US Greenlights Its First Major Offshore Wind Farm
The Biden administration on Tuesday said it has approved the nation's first major offshore wind farm, billing it as the launch of a new domestic energy industry that will help eliminate emissions from the power sector.
The move, however, was quickly condemned by fishing industry interests who said their concerns about the project's impact on things like fish stocks and vessel traffic had been "met with silence" by government officials.
The Vineyard Wind project off the coast of Massachusetts is intended to create enough electricity to power 400,000 homes in New England, the administration said in a statement.
It is also meant to create 3,600 jobs, delivering on U.S. President Joe Biden's promise that fighting climate change by expanding clean energy sources will boost employment, it said.
"I've always believed that fighting climate change is not only good for the environment but good for the economy," Commerce Secretary Gina Raimondo said on a conference call with reporters.
The approval is a win for Vineyard Wind's joint project owners Avangrid Inc and Copenhagen Infrastructure Partners. The project began its federal permitting process more than three years ago and endured a string of delays in part due to concerns that the wind turbines would interfere with commercial fishing.
"It's not just an approval for a project," Avangrid Chief Executive Dennis Arriola said in an interview. "It is the birth of a new industry." The company has two more U.S. offshore wind projects in earlier stages of development.
The Bureau of Ocean Energy Management made several key changes since issuing the project's final environmental review in March. They include prohibiting the installation of turbines in locations closest to the coast and allowing just 84 turbines rather than up to 100.
The authorization also requires the turbines to be sited no less than 1 nautical mile apart to ease navigation and establishes a federal program to study the project's effect on scientific fishery surveys, which were projected in the environmental review to be majorly impacted by offshore wind.
A fishing industry group, Responsible Offshore Development Alliance, said those measures were insufficient to guarantee the safety of all fishing vessels and continuation of surveys that are critical to the industry.

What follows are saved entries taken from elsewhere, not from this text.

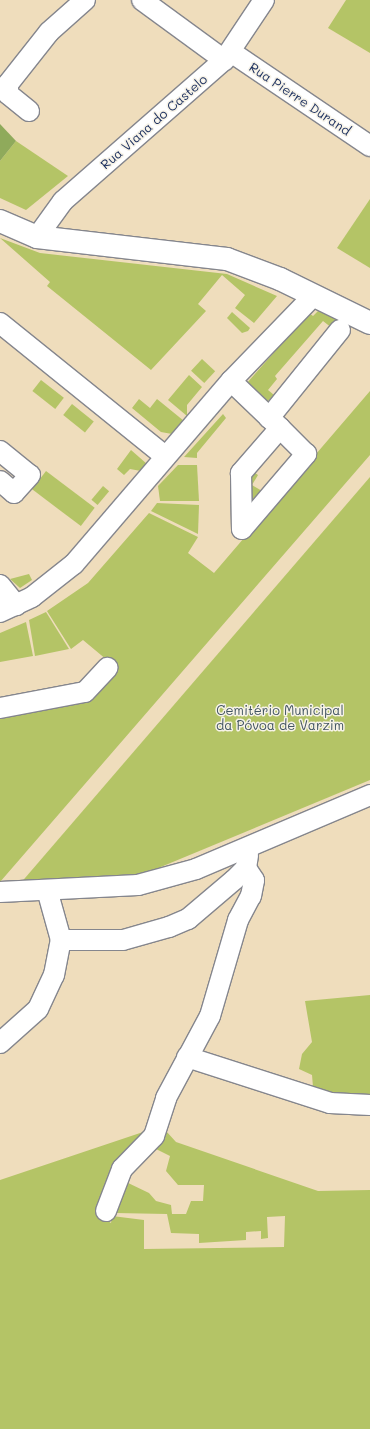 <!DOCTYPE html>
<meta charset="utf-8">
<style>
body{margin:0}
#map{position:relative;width:370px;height:1429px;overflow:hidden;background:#efddbc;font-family:Mali,sans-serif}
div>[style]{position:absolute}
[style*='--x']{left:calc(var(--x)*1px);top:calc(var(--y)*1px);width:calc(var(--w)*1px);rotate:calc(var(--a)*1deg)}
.green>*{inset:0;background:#b4c466;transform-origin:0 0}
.forest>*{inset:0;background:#8faa5b}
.roads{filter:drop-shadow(1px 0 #85868d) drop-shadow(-1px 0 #85868d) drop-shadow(0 1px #85868d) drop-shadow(0 -1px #85868d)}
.minor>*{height:20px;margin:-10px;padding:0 10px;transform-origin:10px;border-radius:10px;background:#fff}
.major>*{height:22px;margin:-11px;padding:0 11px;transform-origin:11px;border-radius:11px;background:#fff}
span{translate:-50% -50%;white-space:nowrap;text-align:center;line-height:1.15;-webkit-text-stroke:3px #f7f3e8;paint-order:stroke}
.street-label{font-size:13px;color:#1b2f5e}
.park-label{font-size:13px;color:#415460}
</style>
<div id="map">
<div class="green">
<div style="clip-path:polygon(346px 0,370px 0,370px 53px,328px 28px)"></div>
<div style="clip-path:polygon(16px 141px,68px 176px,26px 210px,0 198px,0 161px)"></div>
<div style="clip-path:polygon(370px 199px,370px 268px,337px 248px)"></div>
<div style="clip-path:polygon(0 238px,40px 253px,227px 274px,277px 296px,254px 323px,235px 308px,245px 295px,222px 275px,198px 304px,206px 311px,151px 370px,47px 286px,50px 282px)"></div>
<div style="clip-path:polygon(318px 311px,338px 320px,332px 328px,323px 321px,275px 376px,277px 379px,268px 390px,274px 395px,267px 402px,246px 384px,309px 313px,313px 316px)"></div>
<div style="clip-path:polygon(232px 312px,250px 328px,248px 331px,242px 333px,227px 318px)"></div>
<div style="left:202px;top:359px;width:18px;height:16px;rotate:43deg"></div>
<div style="clip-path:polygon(189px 375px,202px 387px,187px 405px,187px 416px,168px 400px)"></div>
<div style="left:41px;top:380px;width:29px;height:14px;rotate:38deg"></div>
<div style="clip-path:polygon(370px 391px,370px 455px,0 882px,0 712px,89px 697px,107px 660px,83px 640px,71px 649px,47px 611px,88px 583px,149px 513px,198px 537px,188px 553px,214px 573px)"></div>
<div style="clip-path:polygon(139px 399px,150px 408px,157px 399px,184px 421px,172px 434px,161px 432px,132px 408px)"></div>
<div style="left:72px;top:404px;width:28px;height:14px;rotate:39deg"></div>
<div style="clip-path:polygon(223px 414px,226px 418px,197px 453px,197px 458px,184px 457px)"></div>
<div style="clip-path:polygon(131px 450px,147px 464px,141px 471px,130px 469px,124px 475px,117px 469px)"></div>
<div style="clip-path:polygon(178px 465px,197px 465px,199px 501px,160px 501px,158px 486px)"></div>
<div style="clip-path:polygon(248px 468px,258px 475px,252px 485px,262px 491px,249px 502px)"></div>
<div style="left:46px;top:471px;width:61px;height:23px;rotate:37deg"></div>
<div style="clip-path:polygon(370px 477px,370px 780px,127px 881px,19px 885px)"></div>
<div style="left:103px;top:486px;width:8px;height:18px;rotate:40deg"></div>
<div style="clip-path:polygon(157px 503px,199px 505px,198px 534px,151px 511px)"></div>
<div style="clip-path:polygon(29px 574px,32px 580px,20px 588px,10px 579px)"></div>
<div style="clip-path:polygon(46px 612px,69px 649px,35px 656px,29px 620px)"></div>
<div style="clip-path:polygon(26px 622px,33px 656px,0 662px,0 633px)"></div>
<div style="clip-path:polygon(370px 995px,370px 1096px,345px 1098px,313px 1087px,312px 1075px,299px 1069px,302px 1054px,312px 1042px,305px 1001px)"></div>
<div style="clip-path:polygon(152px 1129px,98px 1215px,111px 1223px,112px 1216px,144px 1220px,144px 1249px,284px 1247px,285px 1216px,267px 1217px,268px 1238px,261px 1239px,261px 1231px,246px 1232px,246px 1240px,199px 1243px,199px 1234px,171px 1233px,167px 1214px,115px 1213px,124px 1181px,149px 1193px,156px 1201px,171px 1205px,172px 1214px,186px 1214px,191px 1201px,203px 1201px,204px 1185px,178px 1185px,166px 1171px,170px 1156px,154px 1148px,166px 1131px,176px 1142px,318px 1191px,370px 1190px,370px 1429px,0 1429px,0 1180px)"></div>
</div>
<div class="forest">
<div style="clip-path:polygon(0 124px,16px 141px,0 161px)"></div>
</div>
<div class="roads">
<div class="minor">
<div style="--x:142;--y:0;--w:102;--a:36.2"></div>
<div style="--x:231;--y:52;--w:168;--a:34.1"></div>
<div style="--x:29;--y:111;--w:27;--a:-141"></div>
<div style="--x:8;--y:94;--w:10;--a:-90"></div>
<div style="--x:8;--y:84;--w:66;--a:-51.7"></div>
<div style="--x:49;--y:32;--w:48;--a:-41.6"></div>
<div style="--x:37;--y:237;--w:44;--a:-54.2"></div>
<div style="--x:63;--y:201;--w:214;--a:-41.2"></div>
<div style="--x:224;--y:60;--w:72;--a:-56.3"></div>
<div style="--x:0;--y:323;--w:212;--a:38.9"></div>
<div style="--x:231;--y:381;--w:68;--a:43.8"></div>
<div style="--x:280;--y:428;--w:60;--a:130.9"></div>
<div style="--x:241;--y:473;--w:56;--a:89"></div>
<div style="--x:242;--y:529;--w:99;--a:-49.5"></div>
<div style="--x:306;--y:454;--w:37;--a:-135"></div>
<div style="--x:269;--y:418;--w:113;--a:-51.1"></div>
<div style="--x:0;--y:451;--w:38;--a:39"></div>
<div style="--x:30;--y:475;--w:24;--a:132"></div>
<div style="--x:14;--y:493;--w:18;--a:-139"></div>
<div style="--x:0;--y:585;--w:26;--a:51"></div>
<div style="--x:0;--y:612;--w:35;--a:-25"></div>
<div style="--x:32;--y:597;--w:53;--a:-38.2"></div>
<div style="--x:74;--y:564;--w:241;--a:-49.4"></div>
<div style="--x:231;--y:381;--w:118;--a:-46"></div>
<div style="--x:0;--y:708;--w:86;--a:-10.7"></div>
<div style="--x:85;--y:692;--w:33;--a:-47"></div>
<div style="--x:0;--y:892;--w:138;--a:-2.9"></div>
<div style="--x:138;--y:885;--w:60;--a:-15.4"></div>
<div style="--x:196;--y:869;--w:189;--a:-23"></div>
<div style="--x:61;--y:940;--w:62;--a:0"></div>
<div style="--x:123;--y:940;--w:48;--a:-15.8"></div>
<div style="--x:169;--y:927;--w:21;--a:-23"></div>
<div style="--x:188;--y:919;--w:60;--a:-40.3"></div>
<div style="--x:234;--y:880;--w:17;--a:-45"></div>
<div style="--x:246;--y:868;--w:13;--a:-81"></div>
<div style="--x:0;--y:1043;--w:51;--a:-41.8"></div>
<div style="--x:38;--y:1009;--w:38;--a:-65"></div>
<div style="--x:54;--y:975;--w:36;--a:-79"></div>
<div style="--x:61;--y:940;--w:52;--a:-105.6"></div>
<div style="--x:187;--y:1057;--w:150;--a:17.8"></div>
<div style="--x:330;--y:1103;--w:40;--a:2.9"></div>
<div style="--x:106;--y:1211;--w:45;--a:-69.1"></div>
<div style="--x:122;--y:1169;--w:46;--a:-45.9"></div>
<div style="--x:154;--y:1136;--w:40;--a:-72"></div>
<div style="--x:166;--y:1098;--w:93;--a:-61.8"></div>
<div style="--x:210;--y:1016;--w:100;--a:-73.7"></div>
<div style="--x:238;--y:920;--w:27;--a:-62"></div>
<div style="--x:251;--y:896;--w:16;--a:-79"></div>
<div style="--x:254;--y:880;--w:14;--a:-124"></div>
</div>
<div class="major">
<div style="--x:0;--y:221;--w:40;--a:23.4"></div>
<div style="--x:37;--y:237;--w:191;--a:6.6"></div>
<div style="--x:227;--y:259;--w:57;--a:20.7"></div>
<div style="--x:280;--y:279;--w:100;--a:26.1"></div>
</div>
</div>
<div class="street-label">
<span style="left:300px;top:99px;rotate:34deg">Rua Pierre Durand</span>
<span style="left:154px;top:122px;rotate:-41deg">Rua Viana do Castelo</span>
</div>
<div class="park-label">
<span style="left:280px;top:718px">Cemitério Municipal<br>da Póvoa de Varzim</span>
</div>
</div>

Asked about the fishing industry's concerns, BOEM Director Amanda Lefton said Vineyard Wind's approval represented an opportunity to study the impacts on fishing.
"We will have a robust monitoring program, where we will learn and understand the impacts here, so that we can apply that to future projects going down the line," Lefton said.
Last month, the Biden administration unveiled a goal to deploy 30 gigawatts of offshore wind energy by 2030 by opening new areas to development, accelerating permits and boosting public financing for projects. The industry is expected to help achieve the administration's broader goal of decarbonizing the electricity sector by 2035.
Vineyard Wind's 800 megawatts would account for less than 3% of the administration's 2030 target, though there are more than 20 GW of proposed projects in earlier stages of development.
The United States, with just two small offshore wind facilities, has lagged European nations in developing the renewable energy technology.
The administration of Biden’s predecessor Donald Trump had vowed to support offshore wind as a promising new industry but failed to permit any projects.
Most of Vineyard Wind's components will be manufactured in Europe due to the lack of a U.S. supply chain for the domestic industry, the company said.
"The fact that there was uncertainty of whether the industry would happen was sort of holding back those investments," Vineyard Wind CEO Lars Pedersen said on a call with reporters.
"We definitely think they are going to flow right now, but for the first project that is not possible to tap into."